[Start of section]

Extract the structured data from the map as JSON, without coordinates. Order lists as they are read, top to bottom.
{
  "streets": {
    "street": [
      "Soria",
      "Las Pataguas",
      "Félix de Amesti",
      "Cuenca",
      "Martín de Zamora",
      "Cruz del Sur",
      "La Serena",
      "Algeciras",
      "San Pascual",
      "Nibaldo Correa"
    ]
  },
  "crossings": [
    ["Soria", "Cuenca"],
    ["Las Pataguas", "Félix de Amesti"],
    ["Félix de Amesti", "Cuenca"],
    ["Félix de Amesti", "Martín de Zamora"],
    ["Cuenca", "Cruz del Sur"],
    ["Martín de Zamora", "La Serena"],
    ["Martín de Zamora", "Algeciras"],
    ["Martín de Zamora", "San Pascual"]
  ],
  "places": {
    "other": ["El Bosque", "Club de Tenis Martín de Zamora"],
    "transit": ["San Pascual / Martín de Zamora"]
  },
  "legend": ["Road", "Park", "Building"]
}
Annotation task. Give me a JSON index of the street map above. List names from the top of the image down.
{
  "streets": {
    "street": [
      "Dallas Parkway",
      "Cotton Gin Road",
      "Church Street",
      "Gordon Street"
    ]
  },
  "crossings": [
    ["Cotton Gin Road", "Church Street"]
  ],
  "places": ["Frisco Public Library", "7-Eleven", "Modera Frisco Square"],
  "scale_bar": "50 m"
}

[End of section]

The records above are to be given again in full, word for word.

Extract the structured data from the map as JSON, without coordinates. Order lists as they are read, top to bottom.
{
  "streets": {
    "street": [
      "Soria",
      "Las Pataguas",
      "Félix de Amesti",
      "Cuenca",
      "Martín de Zamora",
      "Cruz del Sur",
      "La Serena",
      "Algeciras",
      "San Pascual",
      "Nibaldo Correa"
    ]
  },
  "crossings": [
    ["Soria", "Cuenca"],
    ["Las Pataguas", "Félix de Amesti"],
    ["Félix de Amesti", "Cuenca"],
    ["Félix de Amesti", "Martín de Zamora"],
    ["Cuenca", "Cruz del Sur"],
    ["Martín de Zamora", "La Serena"],
    ["Martín de Zamora", "Algeciras"],
    ["Martín de Zamora", "San Pascual"]
  ],
  "places": {
    "other": ["El Bosque", "Club de Tenis Martín de Zamora"],
    "transit": ["San Pascual / Martín de Zamora"]
  },
  "legend": ["Road", "Park", "Building"]
}
Annotation task. Give me a JSON index of the street map above. List names from the top of the image down.
{
  "streets": {
    "street": [
      "Dallas Parkway",
      "Cotton Gin Road",
      "Church Street",
      "Gordon Street"
    ]
  },
  "crossings": [
    ["Cotton Gin Road", "Church Street"]
  ],
  "places": ["Frisco Public Library", "7-Eleven", "Modera Frisco Square"],
  "scale_bar": "50 m"
}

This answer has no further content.